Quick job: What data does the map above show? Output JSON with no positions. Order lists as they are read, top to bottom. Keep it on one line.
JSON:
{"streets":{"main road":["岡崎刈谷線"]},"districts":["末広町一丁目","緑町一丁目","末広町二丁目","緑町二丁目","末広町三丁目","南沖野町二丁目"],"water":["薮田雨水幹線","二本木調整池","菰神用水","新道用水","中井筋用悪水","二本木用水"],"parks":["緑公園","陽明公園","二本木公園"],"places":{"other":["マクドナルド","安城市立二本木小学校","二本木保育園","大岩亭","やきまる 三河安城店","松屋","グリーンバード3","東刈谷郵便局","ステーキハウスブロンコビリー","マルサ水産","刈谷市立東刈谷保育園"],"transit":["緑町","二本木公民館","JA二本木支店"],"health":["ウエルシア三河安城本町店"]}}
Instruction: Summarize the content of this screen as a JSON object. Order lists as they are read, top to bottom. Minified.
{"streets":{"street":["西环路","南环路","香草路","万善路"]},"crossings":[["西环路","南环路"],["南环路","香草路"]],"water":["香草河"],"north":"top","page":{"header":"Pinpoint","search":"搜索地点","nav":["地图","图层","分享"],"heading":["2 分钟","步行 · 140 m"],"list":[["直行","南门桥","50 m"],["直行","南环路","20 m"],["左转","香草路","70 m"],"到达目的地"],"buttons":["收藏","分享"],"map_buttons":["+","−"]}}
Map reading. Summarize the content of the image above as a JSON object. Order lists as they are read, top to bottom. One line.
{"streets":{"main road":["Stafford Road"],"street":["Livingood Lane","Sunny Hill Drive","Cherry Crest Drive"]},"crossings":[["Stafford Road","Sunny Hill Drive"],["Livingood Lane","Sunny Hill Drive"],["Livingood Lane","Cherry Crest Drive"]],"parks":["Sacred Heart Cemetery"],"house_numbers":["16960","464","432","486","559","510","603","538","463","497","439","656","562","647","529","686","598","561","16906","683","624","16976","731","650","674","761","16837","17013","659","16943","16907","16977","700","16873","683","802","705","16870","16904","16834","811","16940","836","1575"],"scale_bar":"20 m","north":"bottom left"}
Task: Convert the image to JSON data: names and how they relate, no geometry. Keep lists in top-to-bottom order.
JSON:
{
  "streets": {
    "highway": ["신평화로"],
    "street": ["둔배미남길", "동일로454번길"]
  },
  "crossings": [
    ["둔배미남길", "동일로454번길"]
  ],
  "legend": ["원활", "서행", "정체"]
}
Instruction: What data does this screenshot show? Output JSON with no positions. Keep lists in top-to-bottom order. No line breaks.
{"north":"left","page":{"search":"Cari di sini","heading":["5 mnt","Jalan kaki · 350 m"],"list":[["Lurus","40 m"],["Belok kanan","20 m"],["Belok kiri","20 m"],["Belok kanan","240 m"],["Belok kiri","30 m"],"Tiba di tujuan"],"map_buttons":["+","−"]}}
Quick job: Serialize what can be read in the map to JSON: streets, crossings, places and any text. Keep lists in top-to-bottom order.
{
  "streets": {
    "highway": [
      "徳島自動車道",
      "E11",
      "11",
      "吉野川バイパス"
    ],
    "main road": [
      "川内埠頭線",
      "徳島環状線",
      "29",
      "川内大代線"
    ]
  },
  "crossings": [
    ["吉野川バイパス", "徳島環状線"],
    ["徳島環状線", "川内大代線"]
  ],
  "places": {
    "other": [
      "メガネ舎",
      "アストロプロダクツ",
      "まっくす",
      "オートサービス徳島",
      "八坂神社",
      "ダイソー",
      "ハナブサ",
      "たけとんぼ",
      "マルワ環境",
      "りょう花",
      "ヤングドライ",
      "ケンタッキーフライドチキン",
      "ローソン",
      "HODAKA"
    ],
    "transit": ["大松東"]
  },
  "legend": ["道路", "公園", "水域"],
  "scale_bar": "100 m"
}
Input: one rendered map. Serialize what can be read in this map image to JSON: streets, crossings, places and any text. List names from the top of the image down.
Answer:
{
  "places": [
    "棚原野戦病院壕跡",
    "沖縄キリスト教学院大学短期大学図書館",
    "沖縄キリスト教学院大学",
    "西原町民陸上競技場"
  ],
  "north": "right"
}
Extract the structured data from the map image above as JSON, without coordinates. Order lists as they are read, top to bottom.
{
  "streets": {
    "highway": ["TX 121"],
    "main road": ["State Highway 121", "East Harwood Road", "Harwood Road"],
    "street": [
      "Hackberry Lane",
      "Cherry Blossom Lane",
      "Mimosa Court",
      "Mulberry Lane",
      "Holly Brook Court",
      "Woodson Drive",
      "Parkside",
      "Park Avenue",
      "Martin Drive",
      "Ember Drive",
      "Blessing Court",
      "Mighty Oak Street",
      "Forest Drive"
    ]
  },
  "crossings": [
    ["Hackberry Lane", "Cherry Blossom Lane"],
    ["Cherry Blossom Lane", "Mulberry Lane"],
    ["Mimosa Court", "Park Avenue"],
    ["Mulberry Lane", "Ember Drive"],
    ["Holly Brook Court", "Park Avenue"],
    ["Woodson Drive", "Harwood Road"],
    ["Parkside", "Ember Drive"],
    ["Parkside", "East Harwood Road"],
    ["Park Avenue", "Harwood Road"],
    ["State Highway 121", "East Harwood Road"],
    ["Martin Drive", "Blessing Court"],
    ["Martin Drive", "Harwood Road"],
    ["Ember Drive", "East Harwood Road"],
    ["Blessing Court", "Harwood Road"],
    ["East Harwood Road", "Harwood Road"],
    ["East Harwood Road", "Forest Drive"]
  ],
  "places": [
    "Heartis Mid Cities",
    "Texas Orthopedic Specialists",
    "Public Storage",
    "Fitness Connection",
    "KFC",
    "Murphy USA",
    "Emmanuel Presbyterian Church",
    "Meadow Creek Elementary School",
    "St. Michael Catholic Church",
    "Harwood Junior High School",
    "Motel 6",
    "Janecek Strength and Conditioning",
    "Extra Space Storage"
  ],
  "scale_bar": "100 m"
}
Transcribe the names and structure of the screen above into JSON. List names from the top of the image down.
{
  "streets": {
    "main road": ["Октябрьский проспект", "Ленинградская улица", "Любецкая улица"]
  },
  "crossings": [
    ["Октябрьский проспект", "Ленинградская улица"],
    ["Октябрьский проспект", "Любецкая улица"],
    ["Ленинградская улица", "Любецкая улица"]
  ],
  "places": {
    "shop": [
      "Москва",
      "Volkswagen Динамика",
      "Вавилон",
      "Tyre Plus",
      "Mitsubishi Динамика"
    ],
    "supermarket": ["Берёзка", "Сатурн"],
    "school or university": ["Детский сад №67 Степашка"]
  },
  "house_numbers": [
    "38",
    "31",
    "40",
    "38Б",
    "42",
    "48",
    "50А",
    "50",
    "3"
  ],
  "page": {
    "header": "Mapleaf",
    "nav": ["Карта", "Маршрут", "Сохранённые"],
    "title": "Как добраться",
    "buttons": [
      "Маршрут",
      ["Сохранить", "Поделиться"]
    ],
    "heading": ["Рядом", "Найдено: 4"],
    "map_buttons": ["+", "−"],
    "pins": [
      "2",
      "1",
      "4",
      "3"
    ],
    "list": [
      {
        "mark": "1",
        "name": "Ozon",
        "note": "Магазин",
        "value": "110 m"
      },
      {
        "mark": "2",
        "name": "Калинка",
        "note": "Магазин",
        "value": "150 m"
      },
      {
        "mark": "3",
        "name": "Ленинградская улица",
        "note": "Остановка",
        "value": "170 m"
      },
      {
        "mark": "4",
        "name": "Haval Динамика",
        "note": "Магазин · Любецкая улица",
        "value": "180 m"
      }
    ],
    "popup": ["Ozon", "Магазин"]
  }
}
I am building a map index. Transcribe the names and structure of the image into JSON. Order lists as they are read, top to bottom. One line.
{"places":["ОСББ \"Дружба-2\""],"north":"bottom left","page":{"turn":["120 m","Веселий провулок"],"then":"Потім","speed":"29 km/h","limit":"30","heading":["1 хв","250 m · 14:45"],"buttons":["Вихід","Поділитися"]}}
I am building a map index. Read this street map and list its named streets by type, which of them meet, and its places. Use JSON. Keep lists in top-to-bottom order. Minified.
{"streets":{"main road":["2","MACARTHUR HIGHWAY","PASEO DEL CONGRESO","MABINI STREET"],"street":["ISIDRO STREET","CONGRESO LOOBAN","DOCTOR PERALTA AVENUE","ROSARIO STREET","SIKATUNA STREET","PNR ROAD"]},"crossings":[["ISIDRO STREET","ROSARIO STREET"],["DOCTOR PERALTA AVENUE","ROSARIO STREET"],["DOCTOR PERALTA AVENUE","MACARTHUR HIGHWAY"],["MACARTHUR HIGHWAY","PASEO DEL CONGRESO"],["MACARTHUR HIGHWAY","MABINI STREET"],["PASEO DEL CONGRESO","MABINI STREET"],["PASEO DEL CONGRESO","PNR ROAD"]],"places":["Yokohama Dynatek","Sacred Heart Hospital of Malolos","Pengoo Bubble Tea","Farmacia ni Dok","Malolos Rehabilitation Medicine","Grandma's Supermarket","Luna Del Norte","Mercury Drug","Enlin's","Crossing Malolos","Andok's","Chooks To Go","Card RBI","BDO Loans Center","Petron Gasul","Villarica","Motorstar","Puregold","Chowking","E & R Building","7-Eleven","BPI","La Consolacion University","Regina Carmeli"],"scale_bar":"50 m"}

________________

## [Your task]
Referring to the material above, set down exactly the lines between the line with "Map reading. Summarize" and the line with "Input: one rendered", inclusive, and no other lines.

## [Solution for this exercise]
Map reading. Summarize the content of the image above as a JSON object. Order lists as they are read, top to bottom. One line.
{"streets":{"main road":["Stafford Road"],"street":["Livingood Lane","Sunny Hill Drive","Cherry Crest Drive"]},"crossings":[["Stafford Road","Sunny Hill Drive"],["Livingood Lane","Sunny Hill Drive"],["Livingood Lane","Cherry Crest Drive"]],"parks":["Sacred Heart Cemetery"],"house_numbers":["16960","464","432","486","559","510","603","538","463","497","439","656","562","647","529","686","598","561","16906","683","624","16976","731","650","674","761","16837","17013","659","16943","16907","16977","700","16873","683","802","705","16870","16904","16834","811","16940","836","1575"],"scale_bar":"20 m","north":"bottom left"}
Task: Convert the image to JSON data: names and how they relate, no geometry. Keep lists in top-to-bottom order.
JSON:
{
  "streets": {
    "highway": ["신평화로"],
    "street": ["둔배미남길", "동일로454번길"]
  },
  "crossings": [
    ["둔배미남길", "동일로454번길"]
  ],
  "legend": ["원활", "서행", "정체"]
}
Instruction: What data does this screenshot show? Output JSON with no positions. Keep lists in top-to-bottom order. No line breaks.
{"north":"left","page":{"search":"Cari di sini","heading":["5 mnt","Jalan kaki · 350 m"],"list":[["Lurus","40 m"],["Belok kanan","20 m"],["Belok kiri","20 m"],["Belok kanan","240 m"],["Belok kiri","30 m"],"Tiba di tujuan"],"map_buttons":["+","−"]}}
Quick job: Serialize what can be read in the map to JSON: streets, crossings, places and any text. Keep lists in top-to-bottom order.
{
  "streets": {
    "highway": [
      "徳島自動車道",
      "E11",
      "11",
      "吉野川バイパス"
    ],
    "main road": [
      "川内埠頭線",
      "徳島環状線",
      "29",
      "川内大代線"
    ]
  },
  "crossings": [
    ["吉野川バイパス", "徳島環状線"],
    ["徳島環状線", "川内大代線"]
  ],
  "places": {
    "other": [
      "メガネ舎",
      "アストロプロダクツ",
      "まっくす",
      "オートサービス徳島",
      "八坂神社",
      "ダイソー",
      "ハナブサ",
      "たけとんぼ",
      "マルワ環境",
      "りょう花",
      "ヤングドライ",
      "ケンタッキーフライドチキン",
      "ローソン",
      "HODAKA"
    ],
    "transit": ["大松東"]
  },
  "legend": ["道路", "公園", "水域"],
  "scale_bar": "100 m"
}
Input: one rendered map. Serialize what can be read in this map image to JSON: streets, crossings, places and any text. List names from the top of the image down.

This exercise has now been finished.